Monday, October 21, 2013

Quality vs. Quantity: Getting the Most Out of What Matters

As you may have noticed, it has been almost a month since my last blog post. A lot is going on in my life right now, which has taken me away from some of my normal and enjoyable priorities.

My last entry was about doing what you love, and what you love becoming just another j-o-b. For me, that is what a lot of things were becoming largely because I had overloaded my plate with activities. I would be lying if I said my plate was not still full; however, after taking some time off to re-evaluate what I was doing, how to do it better, but more importantly how to do it efficiently while also being effective, I believe I have found a good formula.

After talking with one of my best friends last night, she made mention that sometimes when we are very busy we begin to do tasks just to do them. Our brain begins to go on autopilot, and there is not much thought or heart put behind what we are doing. We are simply doing it to get it off of our To Do list so we can move on to the next item and if we are lucky,finish them all that day.

The problem with this method is that your quantity may remain high in the period of stress; however, the quality of what you are doing begins to be negatively affected. When your quality of work goes down the drain, the time (be it short or long) that you spent working on it was largely a waste of time. When you are extremely busy, the best thing that you can do for yourself is make the time you are spending on tasks WORTH your time. After all, your time is valuable and clearly if you are at this point there is not much wiggle if you are going to do it, do it right.

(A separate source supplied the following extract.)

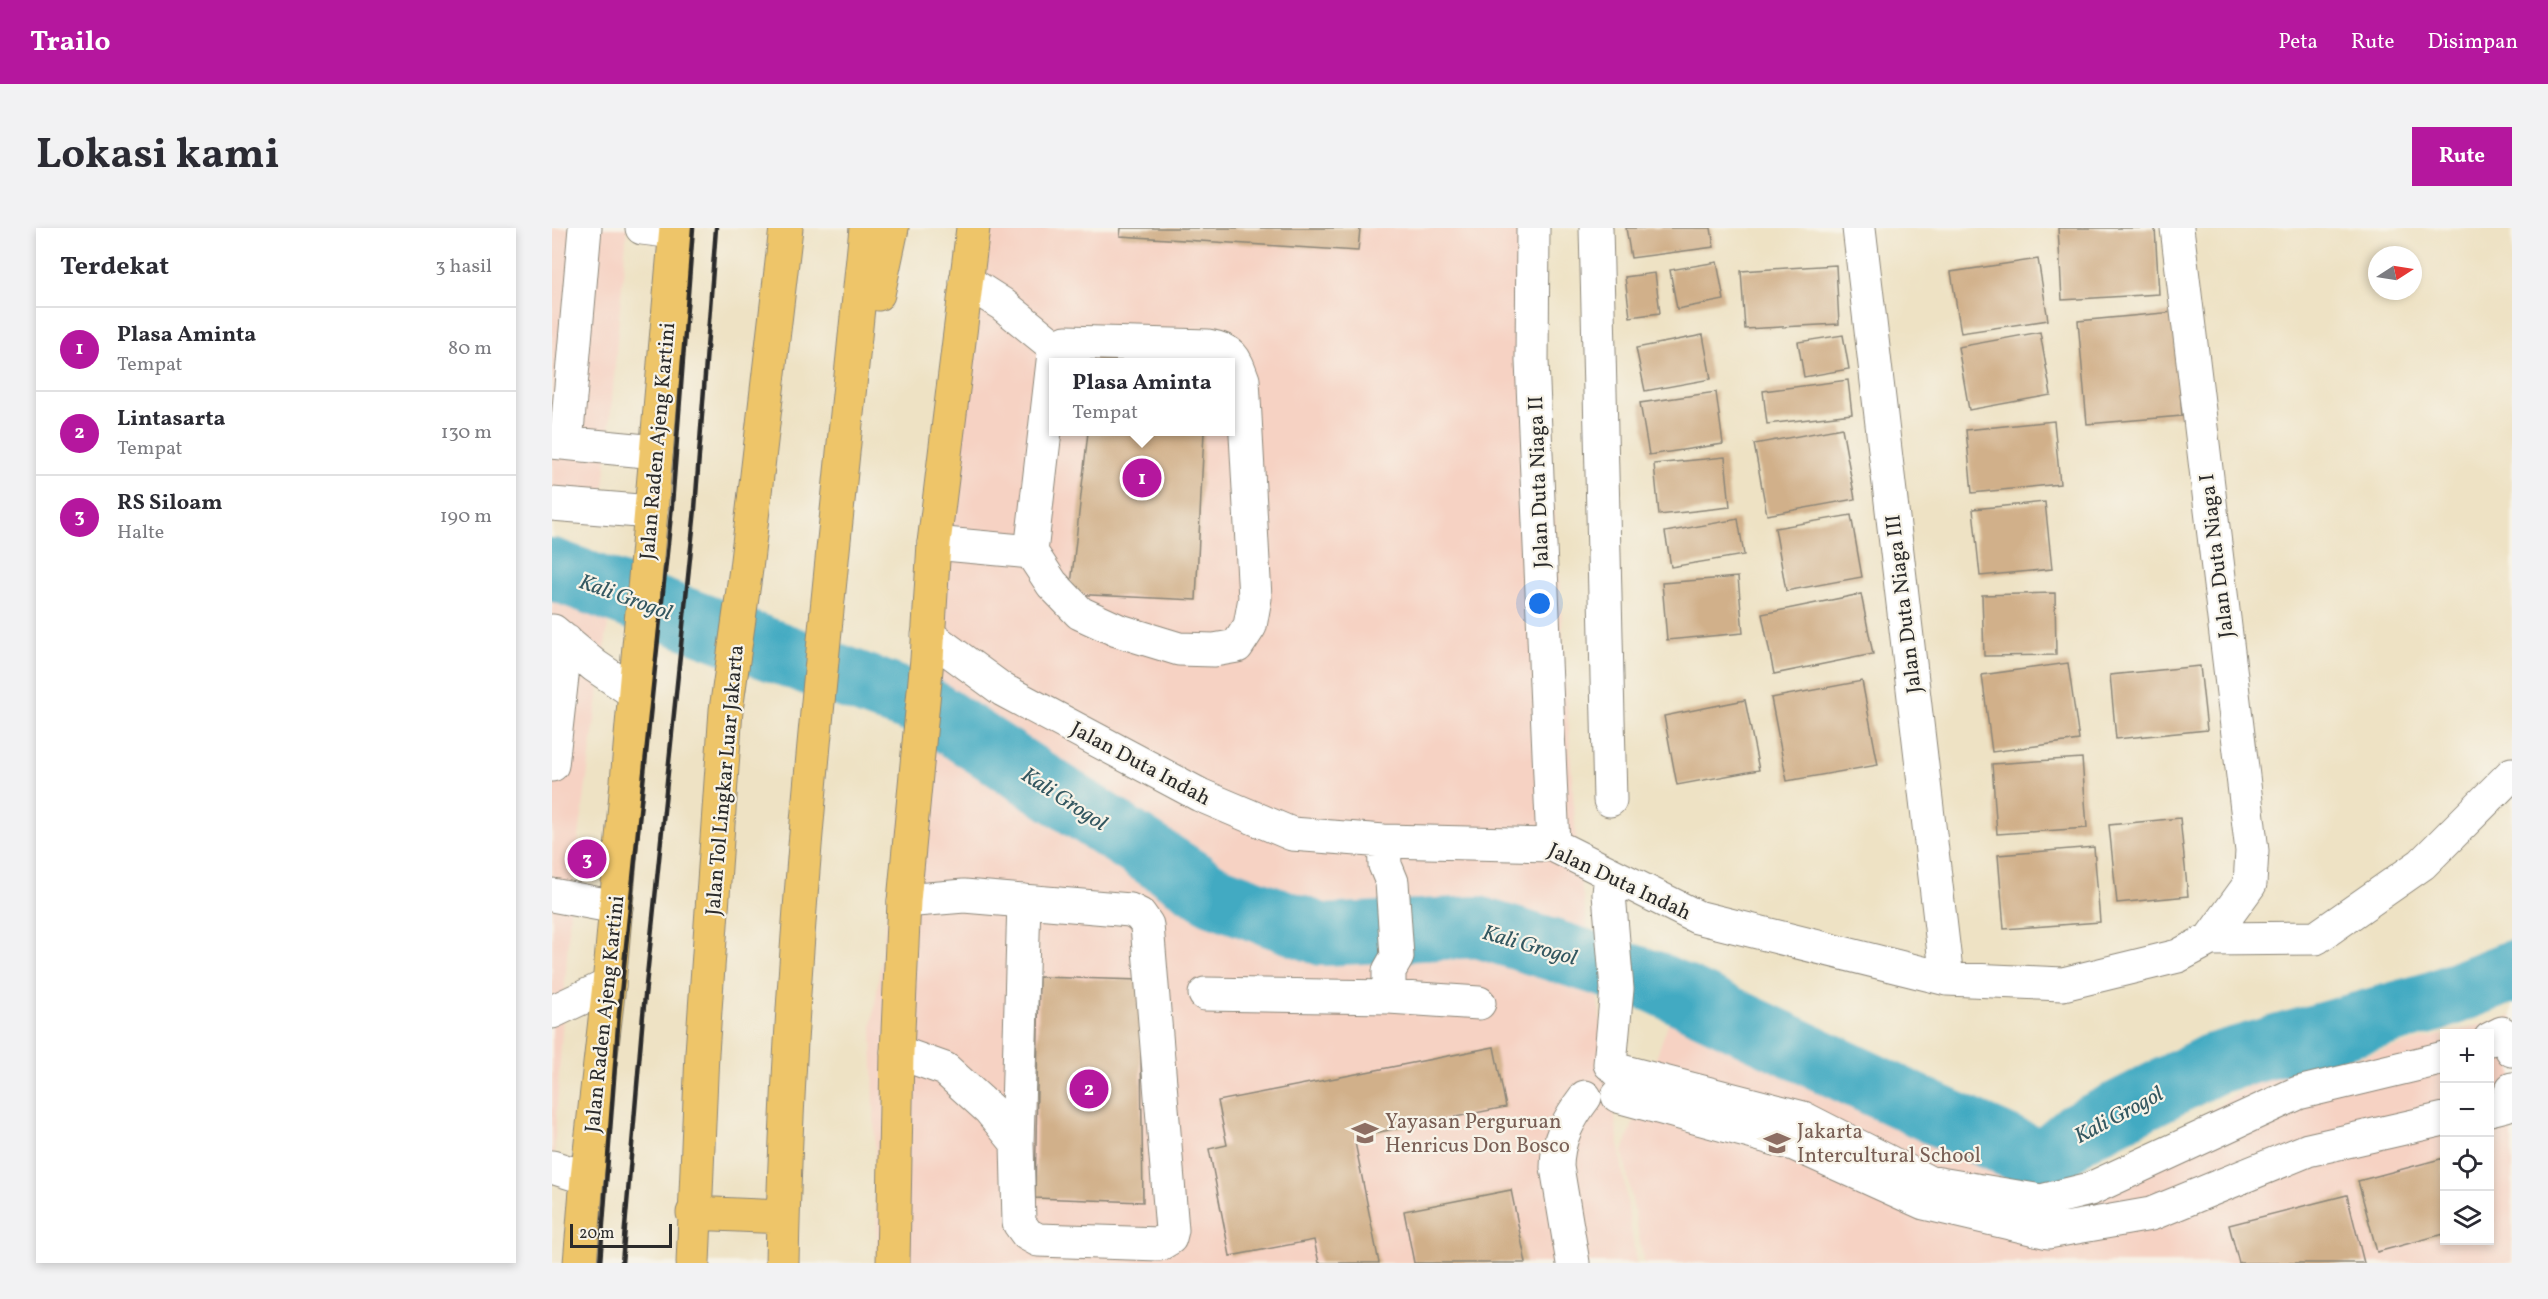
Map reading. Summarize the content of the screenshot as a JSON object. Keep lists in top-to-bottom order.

This might mean scaling back, even if you are like me and that idea scares the crap out of you. Sometimes we need to give ourselves a bit of a break. This does not mean quitting, rather re-evaluating where you can offer the most value at the given time with your given responsibilities and obligations. This idea falls back on the 80/20 rule: 80% of your results are going to come from 20% of your efforts. The trick that lies before you is deciding which tasks are your 20% that will yield you the highest results.

Here's how to do it: List your activities for the day and look them over. Which one of them will have a domino effect on other parts of your life? Which ones will move you in a positive direction towards your goals? Which ones MUST you do because they are an obligation?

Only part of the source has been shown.